What you have to do:
Among the entries below, how many lines hold "lists"? Only the number is wanted.

Dataset records:
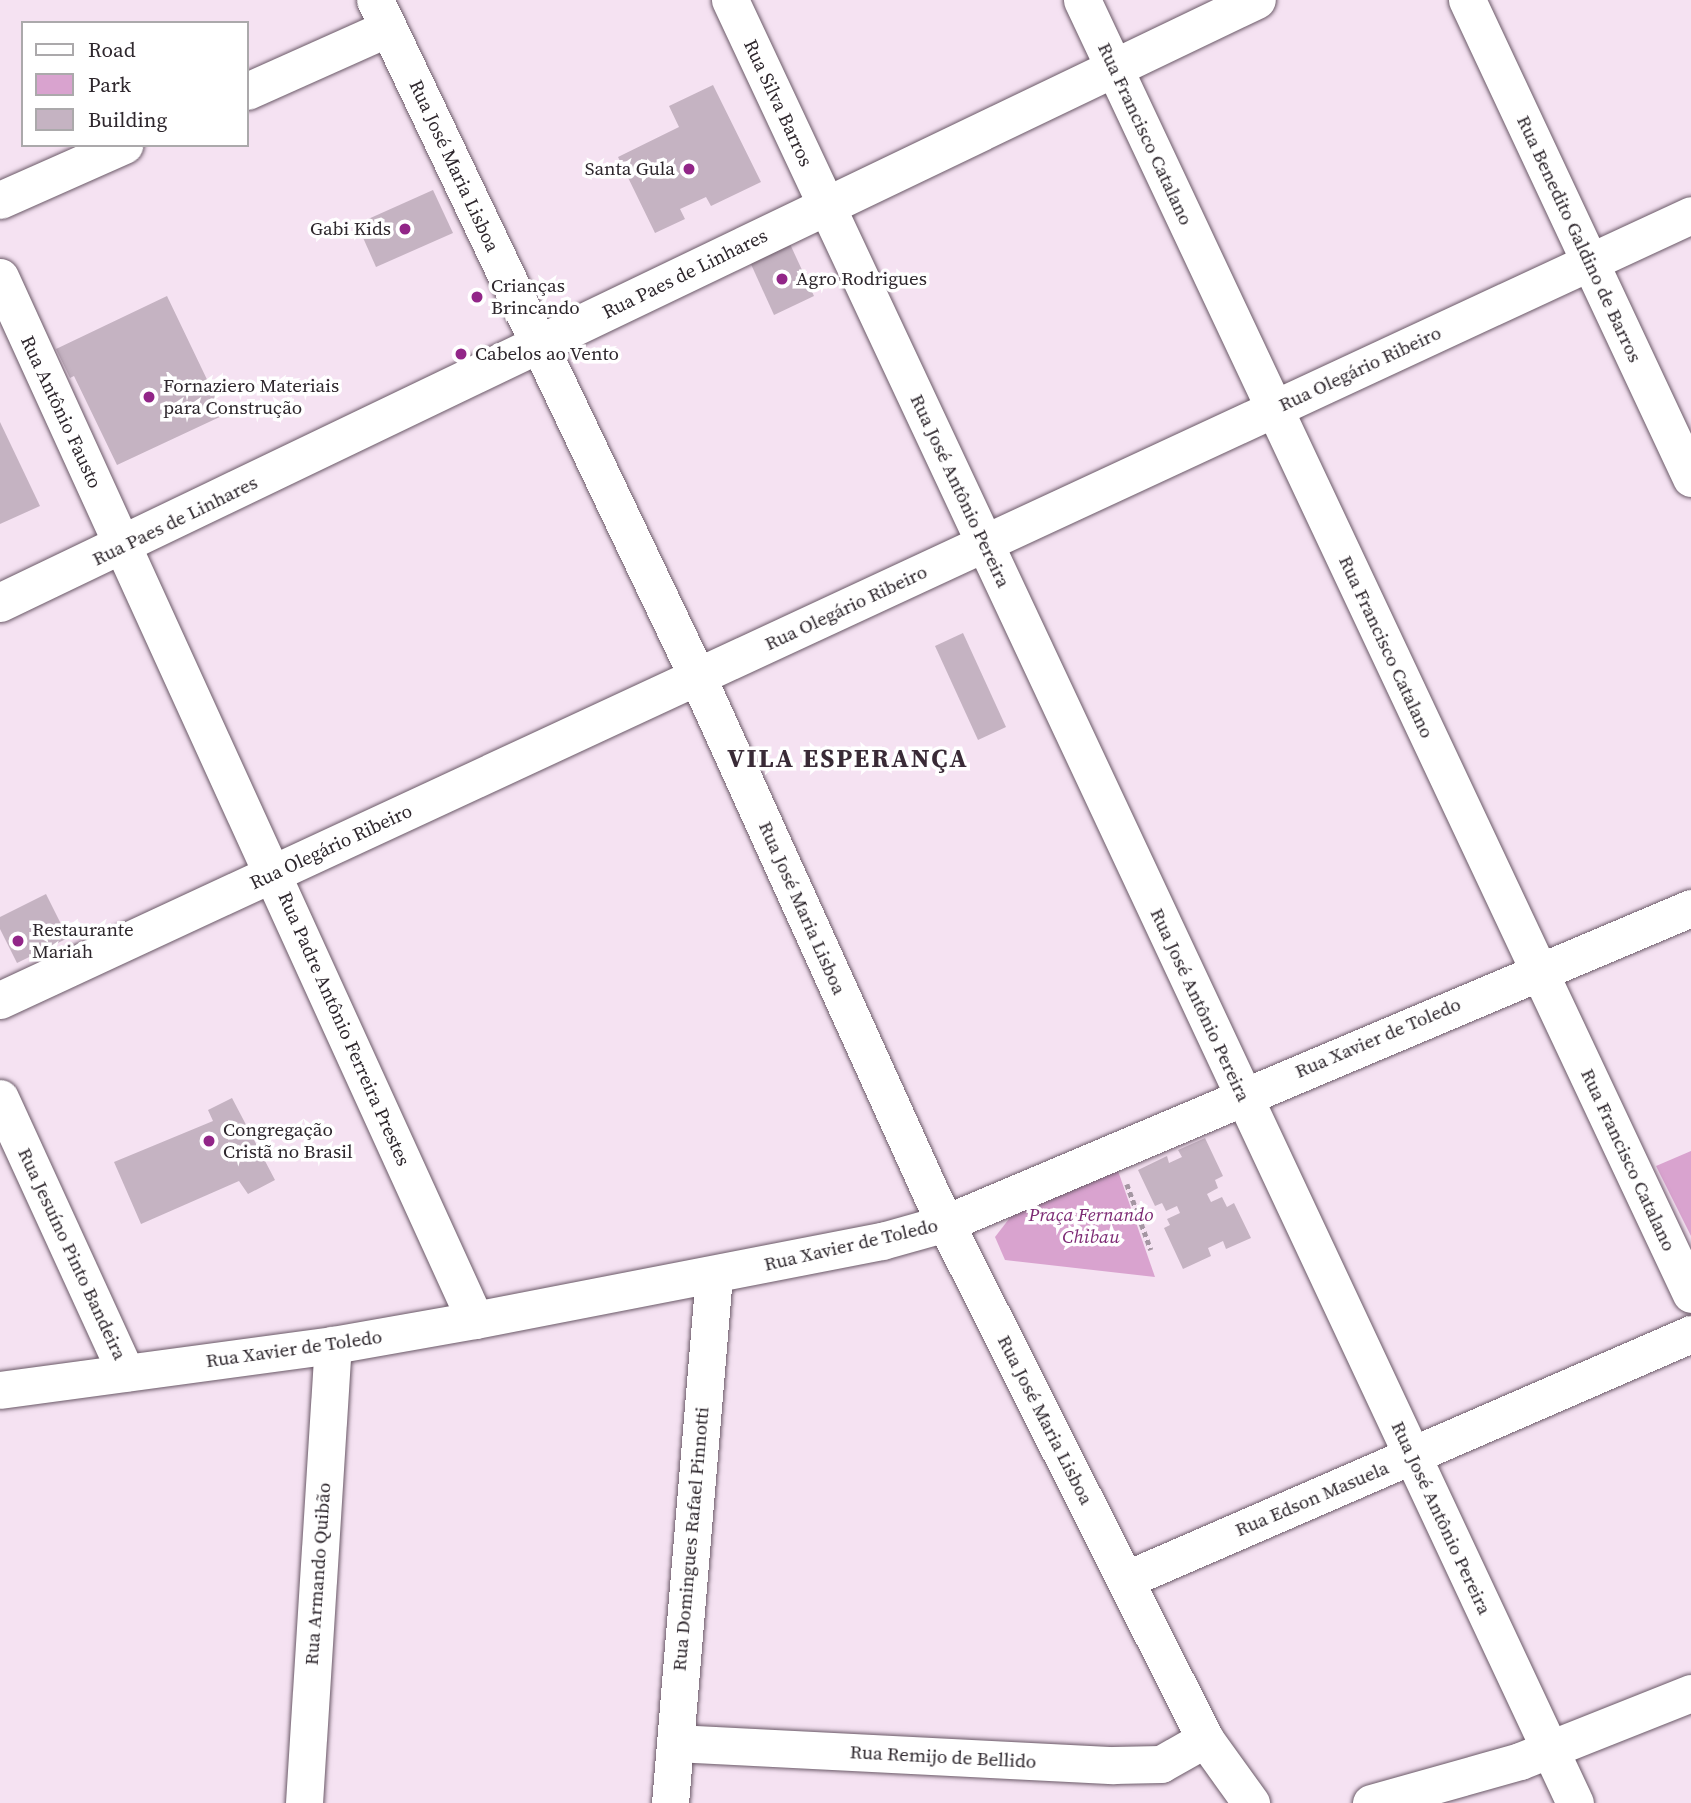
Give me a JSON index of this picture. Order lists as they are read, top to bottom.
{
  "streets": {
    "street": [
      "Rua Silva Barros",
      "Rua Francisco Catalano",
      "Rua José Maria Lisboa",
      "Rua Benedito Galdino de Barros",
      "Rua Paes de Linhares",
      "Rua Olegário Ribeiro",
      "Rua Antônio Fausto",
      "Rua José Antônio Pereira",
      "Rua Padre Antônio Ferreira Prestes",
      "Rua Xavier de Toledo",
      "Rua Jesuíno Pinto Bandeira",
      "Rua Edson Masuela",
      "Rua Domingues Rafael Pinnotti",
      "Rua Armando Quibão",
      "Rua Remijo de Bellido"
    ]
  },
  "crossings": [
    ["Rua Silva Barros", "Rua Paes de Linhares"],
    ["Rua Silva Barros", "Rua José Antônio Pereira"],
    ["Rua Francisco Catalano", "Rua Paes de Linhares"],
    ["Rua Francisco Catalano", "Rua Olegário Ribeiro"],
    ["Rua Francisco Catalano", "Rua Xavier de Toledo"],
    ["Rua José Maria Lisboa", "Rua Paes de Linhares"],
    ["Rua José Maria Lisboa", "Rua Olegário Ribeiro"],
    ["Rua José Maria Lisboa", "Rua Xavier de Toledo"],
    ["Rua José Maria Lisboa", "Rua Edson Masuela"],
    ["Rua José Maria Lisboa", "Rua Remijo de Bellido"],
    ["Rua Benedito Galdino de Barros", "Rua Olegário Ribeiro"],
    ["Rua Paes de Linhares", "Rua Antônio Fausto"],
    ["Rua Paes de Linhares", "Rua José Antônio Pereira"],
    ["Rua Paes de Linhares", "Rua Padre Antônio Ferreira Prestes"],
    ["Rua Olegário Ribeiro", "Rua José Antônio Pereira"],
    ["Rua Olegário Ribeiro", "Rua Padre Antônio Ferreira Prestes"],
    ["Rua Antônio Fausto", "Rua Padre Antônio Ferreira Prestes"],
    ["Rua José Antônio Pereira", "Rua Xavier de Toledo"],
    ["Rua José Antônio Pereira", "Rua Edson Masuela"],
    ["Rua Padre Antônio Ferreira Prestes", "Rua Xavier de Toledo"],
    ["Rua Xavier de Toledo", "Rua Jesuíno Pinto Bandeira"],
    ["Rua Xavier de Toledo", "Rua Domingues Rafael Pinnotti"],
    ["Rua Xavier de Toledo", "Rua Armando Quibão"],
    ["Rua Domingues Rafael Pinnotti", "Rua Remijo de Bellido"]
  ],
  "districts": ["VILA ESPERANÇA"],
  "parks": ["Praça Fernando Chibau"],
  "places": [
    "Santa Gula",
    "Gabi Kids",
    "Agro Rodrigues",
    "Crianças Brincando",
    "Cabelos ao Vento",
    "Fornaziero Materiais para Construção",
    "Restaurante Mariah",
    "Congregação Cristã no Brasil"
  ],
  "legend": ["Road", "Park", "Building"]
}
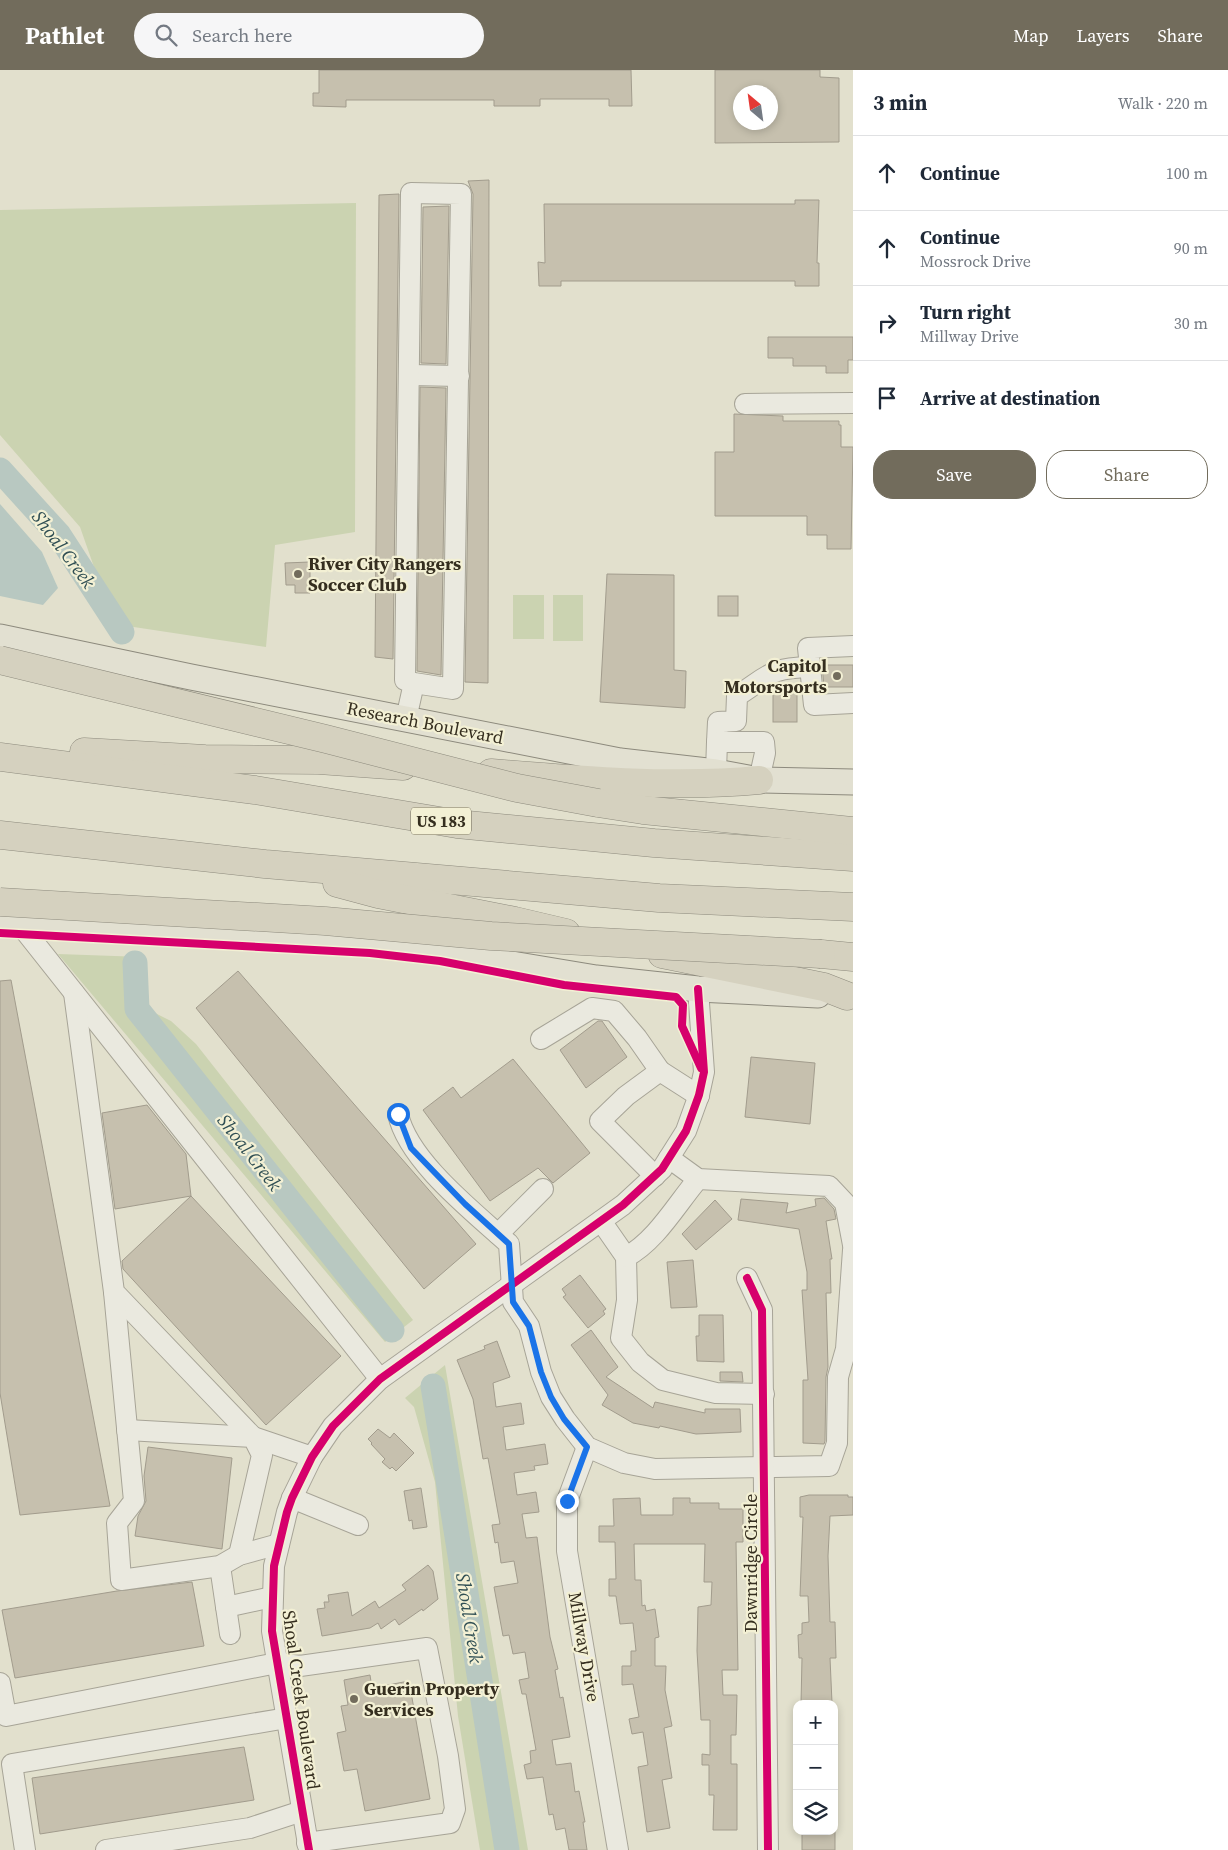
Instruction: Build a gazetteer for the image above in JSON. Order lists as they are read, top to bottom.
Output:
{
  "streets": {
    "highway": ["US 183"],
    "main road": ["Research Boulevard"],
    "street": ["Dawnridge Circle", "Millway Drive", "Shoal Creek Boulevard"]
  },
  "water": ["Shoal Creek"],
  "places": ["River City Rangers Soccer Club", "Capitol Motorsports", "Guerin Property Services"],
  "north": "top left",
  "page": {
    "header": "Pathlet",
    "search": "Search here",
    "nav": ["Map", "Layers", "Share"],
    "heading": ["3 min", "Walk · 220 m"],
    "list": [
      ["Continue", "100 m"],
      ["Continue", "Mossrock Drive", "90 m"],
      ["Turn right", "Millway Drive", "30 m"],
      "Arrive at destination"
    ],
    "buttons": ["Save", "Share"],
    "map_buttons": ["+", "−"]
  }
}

Result of the exercise:
2